Начальнику верненской артиллерии, полковнику Обуху, как наиболее образованному и развитому из местной интеллигенции, я решил объяснить свое мнение о необходимости и даже неизбежности в недалеком будущем вынесения нашей государственной границы с длинной оренбургско-сибирско-иртышской линии на линию, соединяющую Верное, или, лучше сказать, западную оконечность Иссык-Куля, с находящимся уже на нижнем течении Сырдарьи оседлым пунктом – фортом Перовским. Мне казалось очевидным, что для рекогносцировки и занятия такой пограничной линии будет снаряжена в недалеком будущем экспедиция и что для успешного действия такая экспедиция должна быть снаряжена из Верного и опираться на Заилийский край.
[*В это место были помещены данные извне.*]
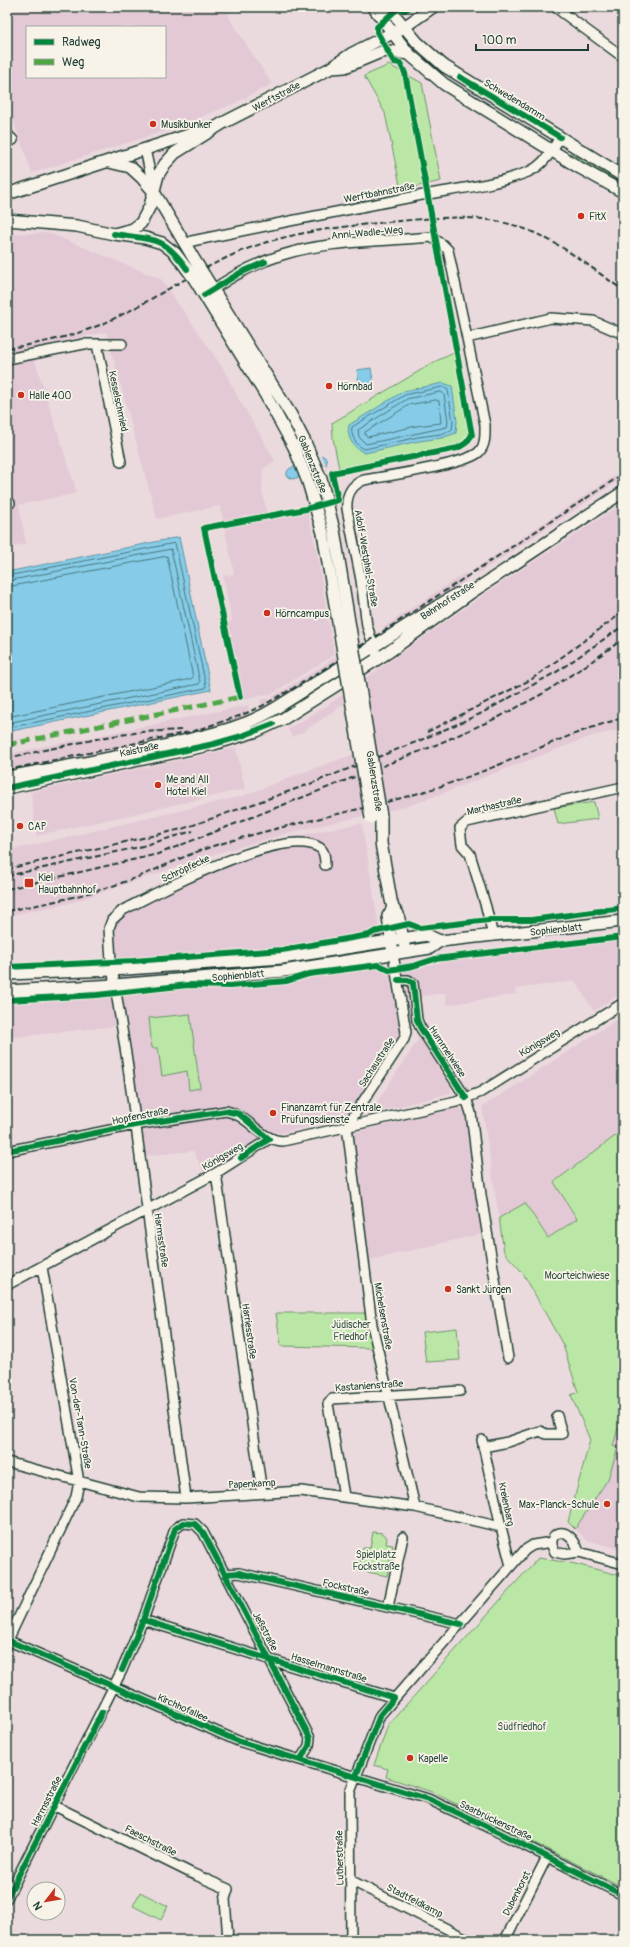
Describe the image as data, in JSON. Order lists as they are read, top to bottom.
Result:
{
  "streets": {
    "main road": [
      "Werftstraße",
      "Schwedendamm",
      "Gablenzstraße",
      "Bahnhofstraße",
      "Kaistraße",
      "Sophienblatt"
    ],
    "street": [
      "Werftbahnstraße",
      "Anni-Wadle-Weg",
      "Kesselschmied",
      "Adolf-Westphal-Straße",
      "Marthastraße",
      "Schröpfecke",
      "Königsweg",
      "Hummelwiese",
      "Sachaustraße",
      "Hopfenstraße",
      "Harmsstraße",
      "Michelsenstraße",
      "Harriesstraße",
      "Kastanienstraße",
      "Von-der-Tann-Straße",
      "Papenkamp",
      "Kreienbarg",
      "Fockstraße",
      "Jeßstraße",
      "Hasselmannstraße",
      "Kirchhofallee",
      "Saarbrückenstraße",
      "Faeschstraße",
      "Lutherstraße",
      "Dubenhorst",
      "Stadtfeldkamp"
    ]
  },
  "crossings": [
    ["Werftstraße", "Gablenzstraße"],
    ["Schwedendamm", "Werftbahnstraße"],
    ["Werftbahnstraße", "Gablenzstraße"],
    ["Anni-Wadle-Weg", "Gablenzstraße"],
    ["Anni-Wadle-Weg", "Adolf-Westphal-Straße"],
    ["Gablenzstraße", "Sophienblatt"],
    ["Adolf-Westphal-Straße", "Bahnhofstraße"],
    ["Adolf-Westphal-Straße", "Kaistraße"],
    ["Bahnhofstraße", "Kaistraße"],
    ["Marthastraße", "Sophienblatt"],
    ["Schröpfecke", "Sophienblatt"],
    ["Schröpfecke", "Harmsstraße"],
    ["Sophienblatt", "Harmsstraße"],
    ["Königsweg", "Hummelwiese"],
    ["Königsweg", "Sachaustraße"],
    ["Königsweg", "Hopfenstraße"],
    ["Königsweg", "Harmsstraße"],
    ["Königsweg", "Michelsenstraße"],
    ["Königsweg", "Harriesstraße"],
    ["Königsweg", "Von-der-Tann-Straße"],
    ["Hummelwiese", "Sachaustraße"],
    ["Sachaustraße", "Michelsenstraße"],
    ["Hopfenstraße", "Harmsstraße"],
    ["Harmsstraße", "Papenkamp"],
    ["Harmsstraße", "Jeßstraße"],
    ["Harmsstraße", "Hasselmannstraße"],
    ["Harmsstraße", "Kirchhofallee"],
    ["Harmsstraße", "Faeschstraße"],
    ["Michelsenstraße", "Kastanienstraße"],
    ["Michelsenstraße", "Papenkamp"],
    ["Harriesstraße", "Papenkamp"],
    ["Kastanienstraße", "Papenkamp"],
    ["Von-der-Tann-Straße", "Papenkamp"],
    ["Von-der-Tann-Straße", "Kirchhofallee"],
    ["Papenkamp", "Kreienbarg"],
    ["Kreienbarg", "Lutherstraße"],
    ["Fockstraße", "Jeßstraße"],
    ["Fockstraße", "Lutherstraße"],
    ["Jeßstraße", "Hasselmannstraße"],
    ["Jeßstraße", "Kirchhofallee"],
    ["Hasselmannstraße", "Lutherstraße"],
    ["Kirchhofallee", "Saarbrückenstraße"],
    ["Kirchhofallee", "Lutherstraße"],
    ["Saarbrückenstraße", "Lutherstraße"],
    ["Saarbrückenstraße", "Dubenhorst"],
    ["Lutherstraße", "Stadtfeldkamp"]
  ],
  "parks": [
    "Moorteichwiese",
    "Jüdischer Friedhof",
    "Spielplatz Fockstraße",
    "Südfriedhof"
  ],
  "places": {
    "other": [
      "Musikbunker",
      "FitX",
      "Hörnbad",
      "Halle 400",
      "Hörncampus",
      "Me and All Hotel Kiel",
      "CAP",
      "Finanzamt für Zentrale Prüfungsdienste",
      "Sankt Jürgen",
      "Max-Planck-Schule",
      "Kapelle"
    ],
    "transit": ["Kiel Hauptbahnhof"]
  },
  "legend": ["Radweg", "Weg"],
  "scale_bar": "100 m",
  "north": "bottom left"
}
В Верном я пробыл всего только три дня. С одной стороны, я торопился воспользоваться остатком осени, для того чтобы закончить свои научные исследования в Семиреченском крае исследованием интересной местности Кату в Илийской равнине и посещением цветущей Лепсинской станицы в горной долине Семиреченского Алатау, а также посещением живо интересовавших меня озера Ала-куль и Тарбагатайского хребта. С другой стороны, дальнейшее мое пребывание в Верном было бесполезным, так как город на третий день по моем возвращении был уже погружен в свой обычный алкоголизм, и мне оставалось только наблюдать причины и последствия этого печального явления, имевшего полвека тому назад такое обширное распространение на наших окраинах. Казалось, что правительство старалось бороться с этим злом, по крайней мере на центральноазиатской нашей окраине, довольно радикальными мерами. В новозаселенных в Центральной Азии, Семиреченском и Заилийском краях было не только запрещено винокурение, но и ввоз туда спиртных напитков. Но с корчемным производством водки местным населением края бороться было невозможно. Водку предприимчивые казаки курили самыми первобытными способами из изюма, привозимого в громадном количестве на верблюдах из Ташкента. Независимо от того всемогущий откупщик, состоявший под специальным покровительством Главного управления Западной Сибири, с членами которого он так охотно делился своими барышами, отправлял, несмотря на запрещение ввоза спиртных напитков, в Семиреченский и Заилийский края караваны своей откупной водки из всех станиц сибирско-иртышской линии через Киргизскую степь в Аягуз, Копал и Верное. Бутылка этой водки стоила в Копале и Верном три рубля, то есть та цена, за которую в Петербурге и Москве в то время продавалась бутылка шампанского, и такая высокая цена не имела ни малейшего влияния на прекращение или ограничение пьянства, а само богатство юной русской окраины много способствовало потреблению спиртных напитков, так как оправдывалось выражение откупщиков, что пил не только желудок, но и карман. Очевидно, что запрещение винокурения и ввоза водки в край оказалось недостаточным средством для борьбы с пьянством, потому что осуществить наблюдение за выполнением этих запрещений по местным условиям страны было невозможно. Для борьбы с алкоголизмом на наших отдаленных окраинах нужны были другие, более тонкие меры.